The clean-burning renewable fuel will be used in heavy-duty trucks, replacing diesel and significantly reducing emissions of NOx – a smog-forming gas.
Samir Sheikh, executive director of the San Joaquin Valley Air Pollution Control District, said these dairy biogas-to-transportation-fuel projects that replace diesel trucks also have the potential to “significantly reduce” transportation emissions in the region.
According to estimates from Dairy Cares digester projects currently under development will soon enable the annual production of enough clean-burning renewable fuel to reduce NOx emissions by more than 1,110 tons each year.
Image source: California Air Resources Board
This estimate is projected to grow significantly as additional projects are built.
As a result, it is clear that California’s dairy farms will not only reduce methane, but will also substantially contribute to the state’s cross-sector clean-air goals.
Manure Management
In addition to digesters, California family dairy farms are also implementing projects that prevent the production of methane from manure management.
These projects include dry-scrape systems, manure separators and compost pack barns, which all reduce methane production on farms.
Like digesters, these projects can provide additional environmental benefits, farmers say.
“Every dairy farmer cares about the environment, but these improvements can be very expensive,” said dairy farmer Richard Wagner, a recent grant recipient from San Joaquin County.
Image source: California Air Resources Board
“We are contributing a significant portion of the total project costs, but without incentive funding from the state, we wouldn’t be able to move forward.

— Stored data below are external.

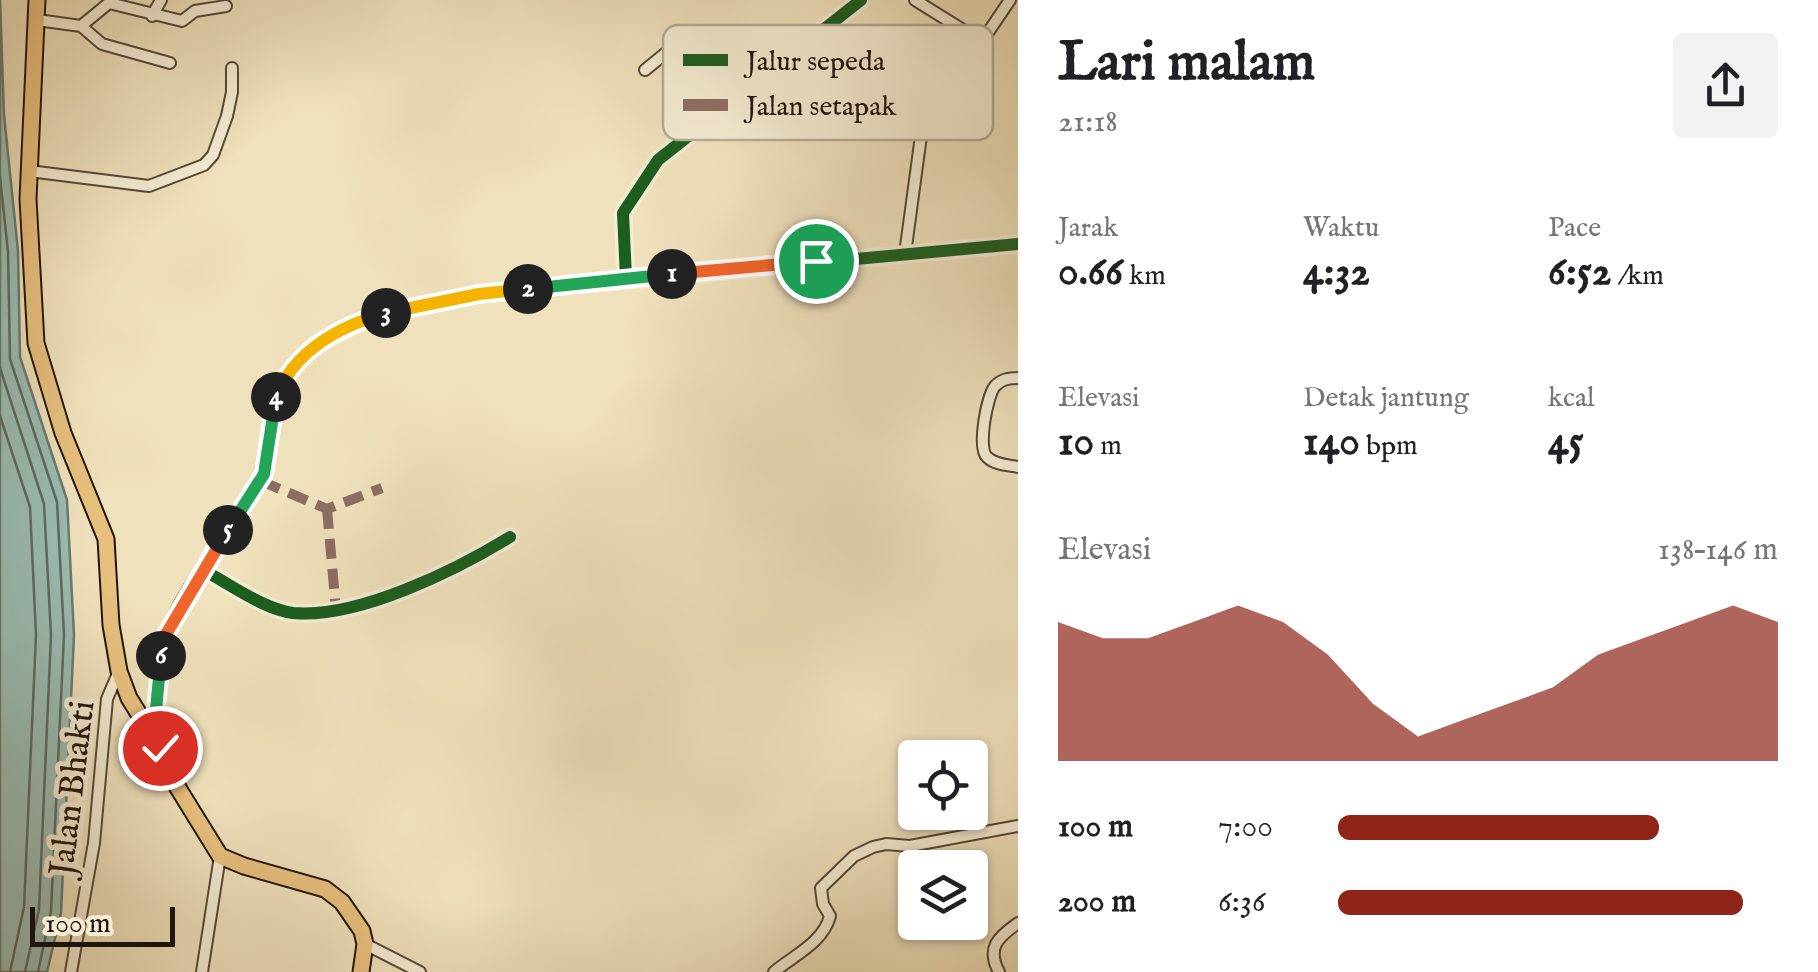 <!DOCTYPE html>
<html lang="id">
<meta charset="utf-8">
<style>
:root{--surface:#fff;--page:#f2f2f2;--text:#202124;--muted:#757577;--accent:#8f2418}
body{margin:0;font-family:"IM FELL English",serif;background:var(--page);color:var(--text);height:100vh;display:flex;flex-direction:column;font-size:38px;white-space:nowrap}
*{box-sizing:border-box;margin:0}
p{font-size:32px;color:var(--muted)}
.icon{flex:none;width:55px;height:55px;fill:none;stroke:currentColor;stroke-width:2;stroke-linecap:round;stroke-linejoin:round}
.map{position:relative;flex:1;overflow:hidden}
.details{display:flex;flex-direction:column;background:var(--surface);width:800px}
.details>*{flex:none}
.tools{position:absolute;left:898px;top:740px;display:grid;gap:20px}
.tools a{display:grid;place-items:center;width:90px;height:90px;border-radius:10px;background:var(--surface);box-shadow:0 2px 8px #0004;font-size:50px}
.scale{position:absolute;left:30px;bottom:25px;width:145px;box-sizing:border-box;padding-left:10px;border:5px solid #20150f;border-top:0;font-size:28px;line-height:35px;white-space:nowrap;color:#20150f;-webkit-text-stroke:8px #f5ecd3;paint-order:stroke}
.pin{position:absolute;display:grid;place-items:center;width:85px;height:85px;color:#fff;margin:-42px;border:5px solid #fff;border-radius:50%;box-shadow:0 2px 10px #0007}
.km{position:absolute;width:50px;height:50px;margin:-25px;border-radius:50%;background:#222;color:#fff;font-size:28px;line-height:50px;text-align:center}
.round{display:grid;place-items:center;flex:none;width:105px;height:105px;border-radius:10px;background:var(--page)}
.overview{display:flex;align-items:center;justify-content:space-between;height:170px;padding:0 40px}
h1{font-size:55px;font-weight:800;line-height:75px}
.figures{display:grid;grid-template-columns:repeat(3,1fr);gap:15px;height:170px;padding:10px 40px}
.figures div{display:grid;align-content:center}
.figures b{font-size:42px;font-weight:800}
.figures small{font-size:28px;font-weight:400}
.figures p{font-size:28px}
.chart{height:280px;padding:20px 40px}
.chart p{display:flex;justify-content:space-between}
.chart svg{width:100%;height:180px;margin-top:10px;fill:var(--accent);opacity:.7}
ul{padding:0 40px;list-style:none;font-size:32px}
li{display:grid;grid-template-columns:160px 120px 1fr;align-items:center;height:75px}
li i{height:25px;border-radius:12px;background:var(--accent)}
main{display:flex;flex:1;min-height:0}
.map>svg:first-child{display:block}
.water{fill:#9abdb4;stroke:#697a72;stroke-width:2.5}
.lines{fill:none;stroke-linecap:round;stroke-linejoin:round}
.shore{stroke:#5d6962;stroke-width:2.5}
.minor-casing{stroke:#54483a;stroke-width:14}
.highway-casing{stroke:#20150f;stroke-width:19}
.minor{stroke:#f5ecd3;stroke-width:10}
.highway{stroke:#e8c07e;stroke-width:15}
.quiet{stroke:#8d6e63;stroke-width:10;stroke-dasharray:20 10;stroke-linecap:butt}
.cycleway-casing{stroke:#f5ecd3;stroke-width:19}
.cycleway{stroke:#1b5e20;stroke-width:12}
.split-1-casing{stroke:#fff;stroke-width:20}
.split-2-casing{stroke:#fff;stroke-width:20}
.split-3-casing{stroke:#fff;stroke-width:20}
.split-4-casing{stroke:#fff;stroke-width:20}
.split-5-casing{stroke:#fff;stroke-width:20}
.split-6-casing{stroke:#fff;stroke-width:20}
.split-7-casing{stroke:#fff;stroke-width:20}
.split-1{stroke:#f0652b;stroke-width:12}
.split-2{stroke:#22a559;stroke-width:12}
.split-3{stroke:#f5b400;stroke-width:12}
.split-4{stroke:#f5b400;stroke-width:12}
.split-5{stroke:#22a559;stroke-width:12}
.split-6{stroke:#f0652b;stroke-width:12}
.split-7{stroke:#22a559;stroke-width:12}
.labels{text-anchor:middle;stroke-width:10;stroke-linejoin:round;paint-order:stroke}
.street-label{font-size:35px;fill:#20150f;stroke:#f5ecd3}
.key{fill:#f5ecd3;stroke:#b5ac98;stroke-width:2.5}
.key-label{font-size:28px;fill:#20150f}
</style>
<main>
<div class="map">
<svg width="1018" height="972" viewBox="0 0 1018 972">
<rect width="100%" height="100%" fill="#efe1bc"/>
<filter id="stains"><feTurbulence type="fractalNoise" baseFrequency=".002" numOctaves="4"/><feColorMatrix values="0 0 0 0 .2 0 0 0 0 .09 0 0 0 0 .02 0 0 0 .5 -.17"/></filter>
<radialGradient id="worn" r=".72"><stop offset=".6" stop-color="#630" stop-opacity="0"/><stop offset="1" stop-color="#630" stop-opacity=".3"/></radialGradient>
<path class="water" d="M 0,0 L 4,115 L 18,251 L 20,357 L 67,500 L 74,635 L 61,913 L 47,972 L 0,972 Z"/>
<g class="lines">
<path class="shore" d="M 0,177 L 8,252 L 10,359 L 57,502 L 64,635 L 51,911 L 38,972
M 0,368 L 44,504 L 51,635 L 39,909 L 25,972
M 0,416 L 30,507 L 36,635 L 24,907 L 10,972"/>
<g class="minor-casing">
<path id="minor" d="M 915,0 L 976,38 L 989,31 L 1010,0
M 152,16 L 161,0
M 37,20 L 81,26 L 109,3 L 182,21 L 195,11 L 226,6
M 81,26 L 102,44 L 170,63
M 645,70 L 688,35 L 695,33 L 745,92
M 29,171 L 149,186 L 204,165 L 213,155 L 227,116 L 232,92 L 232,68
M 905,254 L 926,99 L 932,76 L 955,28
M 626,278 L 623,213 L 658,160 L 861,0
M 1018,378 C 1009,378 1002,379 995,386 C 987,396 977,448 987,457 C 995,465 1008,465 1018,467
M 203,570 C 230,584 263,609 293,613 C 358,619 456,570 510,537
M 159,742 C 156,709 153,668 165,636 C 186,578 234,533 262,479 C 268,468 267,454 269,441 C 272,404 282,372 312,347 C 358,311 424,304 479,294 L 1018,244
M 365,944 L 420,972
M 71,972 L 94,843 L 107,699 L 119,671
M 202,972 L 220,856
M 774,972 C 794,955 823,943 830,916 L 823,904 L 821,888 L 854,856 L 873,847 L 886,844 L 910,846 L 1018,826
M 999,972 C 986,948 998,937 1018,923"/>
</g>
<g class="highway-casing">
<path id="highway" d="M 37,0 L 28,199 L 36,343 L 63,433 L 106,539 L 111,625 L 119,671 L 129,698 L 160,748 L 178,788 L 220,856 L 244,866 L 325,889 L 342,902 L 362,931 L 365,944 L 361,972"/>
</g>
<use href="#minor" class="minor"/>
<use href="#highway" class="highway"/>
<path class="quiet" d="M 261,481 L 327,509 L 382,488
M 327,509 L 336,610"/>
<g class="cycleway-casing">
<path id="cycleway" d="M 626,278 L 623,213 L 658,160 L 861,0
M 203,570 C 230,584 263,609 293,613 C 358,619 456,570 510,537
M 160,748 L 156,710 L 165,636 L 212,553 L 264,474 L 271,416 L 277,393 L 288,374 L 315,345 L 367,319 L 411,306 L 479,294 L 1018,244"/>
</g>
<use href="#cycleway" class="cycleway"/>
</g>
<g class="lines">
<g class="split-1-casing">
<path id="split-1" d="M 672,274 L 816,261"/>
</g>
<g class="split-2-casing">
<path id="split-2" d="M 528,289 L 672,274"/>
</g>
<g class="split-3-casing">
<path id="split-3" d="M 386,313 L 479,294 L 528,289"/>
</g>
<g class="split-4-casing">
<path id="split-4" d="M 276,397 C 294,351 340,326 386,313"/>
</g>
<g class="split-5-casing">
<path id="split-5" d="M 228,530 L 264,474 L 276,397"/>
</g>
<g class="split-6-casing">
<path id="split-6" d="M 161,656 L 165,636 L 228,530"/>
</g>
<g class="split-7-casing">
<path id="split-7" d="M 160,748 L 156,710 L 161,656"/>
</g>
<use href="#split-1" class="split-1"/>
<use href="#split-2" class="split-2"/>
<use href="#split-3" class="split-3"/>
<use href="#split-4" class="split-4"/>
<use href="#split-5" class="split-5"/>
<use href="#split-6" class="split-6"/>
<use href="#split-7" class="split-7"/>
</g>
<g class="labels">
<g class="street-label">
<text transform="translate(71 788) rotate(-83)" y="12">Jalan Bhakti</text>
</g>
</g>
<rect x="663" y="25" width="330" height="115" rx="15" class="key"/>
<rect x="683" y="54" width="45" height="12" fill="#1b5e20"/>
<rect x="683" y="99" width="45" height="12" fill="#8d6e63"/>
<g class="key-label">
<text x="746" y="70">Jalur sepeda</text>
<text x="746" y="115">Jalan setapak</text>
</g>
<rect width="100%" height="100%" filter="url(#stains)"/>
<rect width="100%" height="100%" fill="url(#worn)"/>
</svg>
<div class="tools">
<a><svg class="icon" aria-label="locate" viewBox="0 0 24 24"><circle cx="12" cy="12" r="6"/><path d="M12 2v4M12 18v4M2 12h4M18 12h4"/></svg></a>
<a><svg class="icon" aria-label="layers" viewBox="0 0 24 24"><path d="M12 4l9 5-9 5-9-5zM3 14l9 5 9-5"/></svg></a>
</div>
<div class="scale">100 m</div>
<div class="pin" style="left:816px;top:261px;background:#1e9e55"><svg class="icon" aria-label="arrive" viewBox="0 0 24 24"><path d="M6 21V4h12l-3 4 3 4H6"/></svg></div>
<div class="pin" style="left:160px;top:748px;background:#d93025"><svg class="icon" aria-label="check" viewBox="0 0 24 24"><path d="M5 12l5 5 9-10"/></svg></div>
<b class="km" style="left:672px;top:274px">1</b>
<b class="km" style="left:528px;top:289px">2</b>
<b class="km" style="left:386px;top:313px">3</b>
<b class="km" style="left:276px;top:397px">4</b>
<b class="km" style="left:228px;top:530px">5</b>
<b class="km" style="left:161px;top:656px">6</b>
</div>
<section class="details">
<div class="overview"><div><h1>Lari malam</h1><p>21:18</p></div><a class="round"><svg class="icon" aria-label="share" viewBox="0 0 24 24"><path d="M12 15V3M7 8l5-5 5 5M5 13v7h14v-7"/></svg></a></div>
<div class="figures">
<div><p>Jarak</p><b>0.66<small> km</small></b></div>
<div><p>Waktu</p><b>4:32</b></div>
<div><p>Pace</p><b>6:52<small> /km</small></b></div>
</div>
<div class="figures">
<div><p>Elevasi</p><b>10<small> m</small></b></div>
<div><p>Detak jantung</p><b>140<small> bpm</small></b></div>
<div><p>kcal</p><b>45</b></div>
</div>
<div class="chart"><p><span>Elevasi</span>138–146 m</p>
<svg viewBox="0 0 160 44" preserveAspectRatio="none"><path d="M0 44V10L10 14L20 14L30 10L40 6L50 10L60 18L70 30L80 38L90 34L100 30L110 26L120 18L130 14L140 10L150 6L160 10V44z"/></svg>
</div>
<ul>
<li><b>100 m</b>7:00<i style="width:73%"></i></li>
<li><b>200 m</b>6:36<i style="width:92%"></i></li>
</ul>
</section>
</main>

“We are glad to be a part of this effort,” he said.
As the state’s dairy farmers shrink their methane emissions to unprecedented levels, they are also working to improve water conservation and protection, improve air quality, and advance soil health.
These and other sustainability efforts will be highlighted at the ‘California Dairy Sustainability Summit‘, to take place next month on March 25 and 26, in Sacramento.